§ **Exercise instructions**
Copy all lines below containing "display".

[Items listed in a dataset]
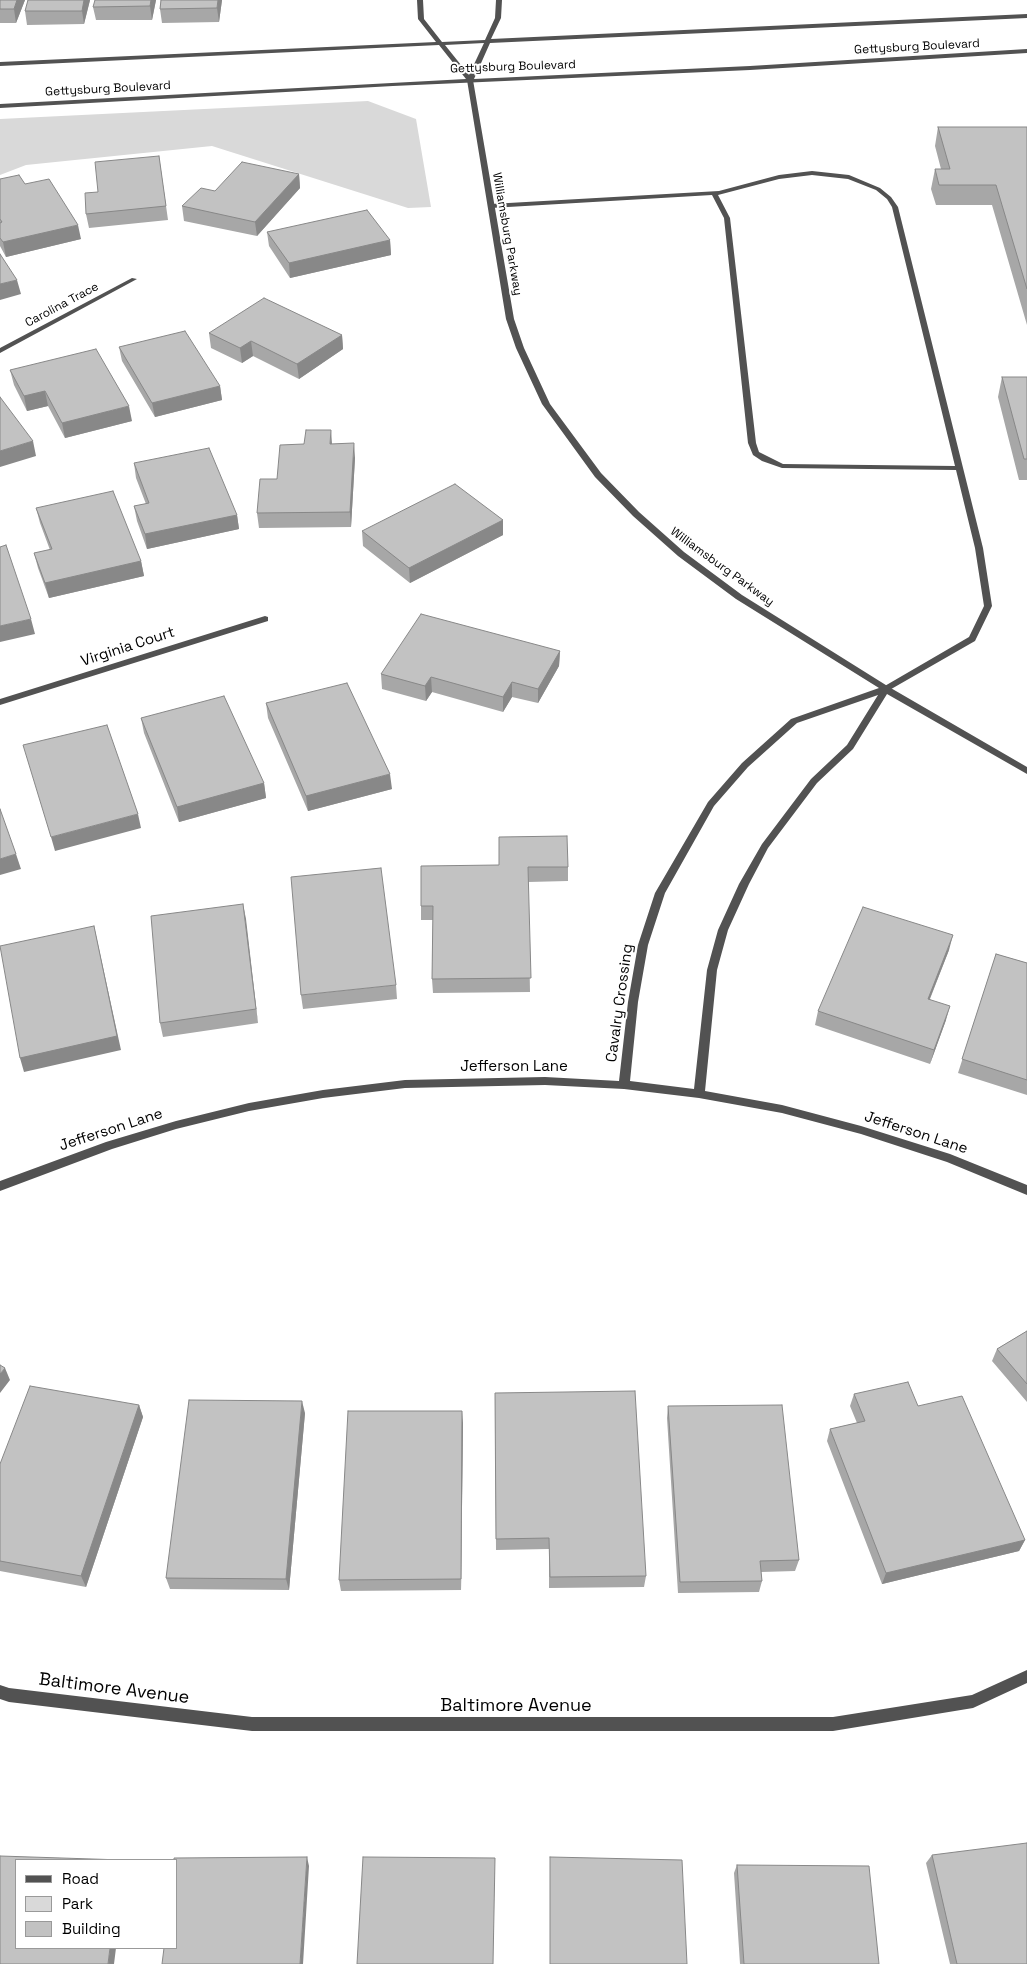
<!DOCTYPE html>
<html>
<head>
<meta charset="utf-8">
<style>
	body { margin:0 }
	#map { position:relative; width:1027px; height:1964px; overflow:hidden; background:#fff; font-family:"Space Grotesk",sans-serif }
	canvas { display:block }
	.legend { position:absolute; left:15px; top:1859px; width:162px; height:90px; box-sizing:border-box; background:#fff; border:1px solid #999; margin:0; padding:6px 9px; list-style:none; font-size:15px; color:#000 }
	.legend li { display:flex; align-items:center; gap:10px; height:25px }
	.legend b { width:25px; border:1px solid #999 }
</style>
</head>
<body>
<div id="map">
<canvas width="1027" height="1964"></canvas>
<ul class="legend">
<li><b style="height:6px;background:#525252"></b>Road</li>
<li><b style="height:14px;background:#d9d9d9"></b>Park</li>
<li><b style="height:14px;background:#c2c2c2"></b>Building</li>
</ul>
</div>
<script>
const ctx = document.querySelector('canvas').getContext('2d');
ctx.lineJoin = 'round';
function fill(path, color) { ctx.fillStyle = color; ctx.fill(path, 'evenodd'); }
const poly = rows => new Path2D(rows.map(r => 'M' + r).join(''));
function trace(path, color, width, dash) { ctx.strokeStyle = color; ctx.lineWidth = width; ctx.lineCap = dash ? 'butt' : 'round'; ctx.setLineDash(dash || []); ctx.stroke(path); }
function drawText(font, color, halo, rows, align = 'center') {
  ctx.font = font + ' "Space Grotesk",sans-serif'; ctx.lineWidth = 4; ctx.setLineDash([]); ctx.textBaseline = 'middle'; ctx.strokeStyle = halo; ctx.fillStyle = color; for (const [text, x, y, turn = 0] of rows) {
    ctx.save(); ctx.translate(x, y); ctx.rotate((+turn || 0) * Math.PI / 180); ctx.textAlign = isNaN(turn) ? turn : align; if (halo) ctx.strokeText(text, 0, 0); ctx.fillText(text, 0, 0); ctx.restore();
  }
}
fill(poly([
	[368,101,416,119,431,207,408,208,212,146,26,165,0,175,0,119]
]), '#d9d9d9');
fill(poly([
	[812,171,849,175,880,188,891,197,898,207,983,548,992,606,975,641,886,692,882,689,883,687,969,637,984,606,975,548,956,470,782,468,762,461,753,455,748,443,724,218,712,195,491,208,488,206,491,204,719,191,779,175,812,171],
	[812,175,848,179,876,190,887,199,892,207,955,466,783,464,759,452,756,443,730,218,718,195,779,179,812,175]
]), '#525252');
fill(poly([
	[470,78,473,80,514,319,524,348,550,404,601,473,639,512,684,552,742,595,889,687,1027,767,1027,774,887,694,853,749,817,783,768,848,749,884,728,930,717,970,705,1091,782,1105,861,1126,950,1154,1027,1185,1027,1195,947,1162,861,1134,782,1113,699,1098,624,1089,545,1085,405,1088,323,1098,249,1111,176,1129,112,1149,0,1191,0,1181,106,1142,176,1121,249,1103,323,1090,405,1080,545,1077,619,1081,628,1002,638,945,655,893,708,802,742,763,791,719,879,688,736,599,678,556,633,516,595,477,542,404,516,348,506,319,467,80,470,78],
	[878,695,847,745,811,779,762,844,739,884,718,930,707,970,694,1089,630,1081,638,1002,648,945,665,893,714,806,748,767,797,723,878,695],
	[132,278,137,279,0,353,0,348,132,278],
	[265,616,268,617,268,621,0,705,0,699,265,616],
	[1027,1670,1027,1683,973,1708,833,1731,252,1731,9,1702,0,1699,0,1685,9,1688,252,1717,833,1717,972,1695,1027,1670]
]), '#525252');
fill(poly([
	[417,0,423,0,424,19,442,42,485,40,495,18,496,0,502,0,501,18,491,39,1027,14,1027,18,490,43,474,79,750,66,1027,49,1027,53,750,70,393,86,0,108,0,104,466,79,439,45,0,66,0,62,436,42,418,19,417,0],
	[484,43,469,75,445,45,484,43]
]), '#525252');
fill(poly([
	[0,0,25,0,16,23,0,23],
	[90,0,84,24,27,25,25,11],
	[156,0,152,20,96,20,93,7],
	[161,0,222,0,219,22,162,23,160,9],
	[938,127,1027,127,1027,325,992,205,936,205,931,189,935,169,941,169,935,146],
	[159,156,168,220,89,228,86,214],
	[299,174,300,188,257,236,184,221,182,206,215,191],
	[0,179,25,184,81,239,6,257,0,246],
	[267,232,390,240,391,255,290,278,269,246],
	[209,333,342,335,343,349,299,379,253,356,242,363,211,348],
	[119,347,220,386,222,400,155,417,122,361],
	[10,370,132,421,65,438,48,406,27,411,14,385],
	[1002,377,1027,377,1027,480,1019,480,998,397],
	[332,444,355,458,351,527,259,528,257,513,277,479],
	[134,463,237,515,239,529,147,549,137,521,134,506,146,504,136,478],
	[36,508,141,561,144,576,49,598,38,568,34,553,50,550,40,523],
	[503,520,503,535,410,583,363,546,362,531],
	[560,651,559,666,538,703,512,697,503,712,432,692,426,701,382,689,381,674],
	[266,703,392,789,308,811,268,718],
	[141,718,264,783,266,798,179,822,144,733],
	[421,866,568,867,568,881,528,882,530,992,433,993,432,979,433,920,421,920],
	[243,904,258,1023,163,1037,160,1023],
	[949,950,930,999,946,1020,930,1064,815,1025,818,1011],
	[996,954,1027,963,1027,1095,958,1073],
	[396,985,397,999,303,1009,301,995],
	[1027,1331,1027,1402,992,1361,997,1349],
	[495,1393,646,1576,644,1587,549,1588,549,1549,496,1550],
	[854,1394,918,1406,1025,1540,1019,1551,882,1584,827,1441,830,1429,857,1423,850,1406],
	[139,1405,143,1417,86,1587,0,1571,0,1464],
	[668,1406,799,1560,795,1571,761,1572,762,1581,759,1592,678,1593,667,1418],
	[305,1413,289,1590,170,1589,166,1578],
	[463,1423,461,1590,341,1591,339,1580],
	[932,1855,1027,1964,950,1964,926,1863],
	[550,1857,687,1964,550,1964],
	[737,1865,879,1964,740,1964,734,1873]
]), '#a7a7a7');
fill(poly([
	[17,0,25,0,16,23,14,9],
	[84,0,90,0,84,24,82,11],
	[151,0,156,0,152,20,150,6],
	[218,0,222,0,219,22,217,8],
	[299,174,300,188,257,236,255,222],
	[78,225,81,239,6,257,3,242],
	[390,240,391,255,290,278,289,263],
	[17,280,21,294,0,300,0,284],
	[342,335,343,349,299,379,297,364],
	[251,341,253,356,242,363,240,348],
	[220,386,222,400,155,417,152,403],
	[45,391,48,406,27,411,24,396],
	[129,406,132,421,65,438,62,423],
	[331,430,332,444,330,444],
	[33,441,36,456,0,467,0,451],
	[354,443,355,458,351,527,350,512],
	[237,515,239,529,147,549,145,534],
	[503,520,503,535,410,583,409,568],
	[141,561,144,576,49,598,45,583],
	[31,619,35,634,0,642,0,626],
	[560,651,559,666,538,703,538,689],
	[431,677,432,692,426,701,425,686],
	[512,682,512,697,503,712,503,697],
	[390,774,392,789,308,811,306,796],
	[264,783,266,798,179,822,177,807],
	[138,814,141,828,55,851,51,837],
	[16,854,21,869,0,875,0,859],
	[243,904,246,919,258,1023,256,1009],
	[94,926,121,1050,24,1072,20,1058],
	[953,935,949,950,924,1013,928,999],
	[950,1006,946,1020,930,1064,934,1050],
	[5,1368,10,1380,0,1393,0,1374],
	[302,1401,305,1413,289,1590,286,1579],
	[139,1405,143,1417,86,1587,81,1576],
	[462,1411,463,1423,461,1590,461,1579],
	[1025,1540,1019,1551,882,1584,886,1573],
	[307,1857,309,1866,303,1964,300,1964],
	[110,1948,116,1948,114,1964,108,1964]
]), '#888');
const building = poly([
	[0,0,17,0,14,9,0,9,0,0],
	[28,0,84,0,82,11,25,11,28,0],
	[95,0,151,0,150,6,93,7,95,0],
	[161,0,218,0,217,8,160,9,161,0],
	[938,127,1027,127,1027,289,996,185,939,185,935,169,950,169,938,127],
	[159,156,166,206,86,214,85,193,98,192,95,162,159,156],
	[242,162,299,174,255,222,182,206,201,188,215,191,242,162],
	[19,175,25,184,49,179,78,225,3,242,0,238,0,223,2,222,0,219,0,179,19,175],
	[367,210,390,240,289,263,267,232,367,210],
	[0,254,17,280,0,284,0,254],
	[264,298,342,335,297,364,251,341,240,348,209,333,264,298],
	[185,331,220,386,152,403,119,347,185,331],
	[96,349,129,406,62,423,45,391,24,396,10,370,96,349],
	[1002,377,1027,377,1027,459,1024,459,1002,377],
	[0,397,33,441,0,451,0,397],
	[306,430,331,430,330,444,354,443,350,512,257,513,260,479,277,479,280,445,304,444,306,430],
	[209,448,237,515,145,534,134,506,149,503,134,463,209,448],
	[455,484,503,520,409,568,362,531,455,484],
	[113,491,141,561,45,583,34,553,52,549,36,508,113,491],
	[6,545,31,619,0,626,0,547,6,545],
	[421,614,560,651,538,689,512,682,503,697,431,677,425,686,381,674,421,614],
	[347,683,390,774,306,796,266,703,347,683],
	[224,696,264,783,177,807,141,718,224,696],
	[107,725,138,814,51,837,23,745,107,725],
	[0,809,16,854,0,859,0,809],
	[567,836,568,867,528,867,531,978,432,979,433,906,421,906,421,866,499,865,499,837,567,836],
	[381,868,396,985,301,995,291,877,381,868],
	[243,904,256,1009,160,1023,151,916,243,904],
	[863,907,953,935,928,999,950,1006,934,1050,818,1011,863,907],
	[94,926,117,1036,20,1058,0,946,94,926],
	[996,954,1027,963,1027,1080,962,1059,996,954],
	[1027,1331,1027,1384,997,1349,1027,1331],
	[0,1365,5,1368,0,1374,0,1365],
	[908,1382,918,1406,962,1396,1025,1540,886,1573,830,1429,865,1421,854,1394,908,1382],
	[30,1386,139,1405,81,1576,0,1561,0,1464,30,1386],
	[635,1391,646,1576,550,1577,549,1538,496,1539,495,1393,635,1391],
	[189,1400,302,1401,286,1579,166,1578,189,1400],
	[782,1405,799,1560,760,1561,762,1581,680,1582,668,1406,782,1405],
	[348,1411,462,1411,461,1579,339,1580,348,1411],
	[1027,1843,1027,1964,957,1964,932,1855,1027,1843],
	[0,1856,123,1860,16,1860,16,1948,110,1948,108,1964,0,1964,0,1856],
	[307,1857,300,1964,162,1964,164,1948,176,1948,176,1860,174,1860,174,1858,307,1857],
	[363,1857,495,1858,493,1964,357,1964,363,1857],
	[550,1857,682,1860,687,1964,550,1964,550,1857],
	[737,1865,869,1866,879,1964,744,1964,737,1865]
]);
fill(building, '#c2c2c2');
trace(building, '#888', 1);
drawText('12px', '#000', '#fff', [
	["Gettysburg Boulevard",917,47,-3],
	["Gettysburg Boulevard",513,67,-2],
	["Gettysburg Boulevard",108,89,-3],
	["Williamsburg Parkway",507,234,80],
	["Carolina Trace",62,305,-28],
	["Williamsburg Parkway",722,567,36]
]);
drawText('15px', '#000', '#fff', [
	["Virginia Court",128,647,-18],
	["Cavalry Crossing",620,1003,-82],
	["Jefferson Lane",514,1067],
	["Jefferson Lane",111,1130,-18],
	["Jefferson Lane",916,1133,18]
]);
drawText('18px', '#000', '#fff', [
	["Baltimore Avenue",114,1689,7],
	["Baltimore Avenue",516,1706]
]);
</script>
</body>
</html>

§ **Output for this exercise**
	canvas { display:block }
	.legend li { display:flex; align-items:center; gap:10px; height:25px }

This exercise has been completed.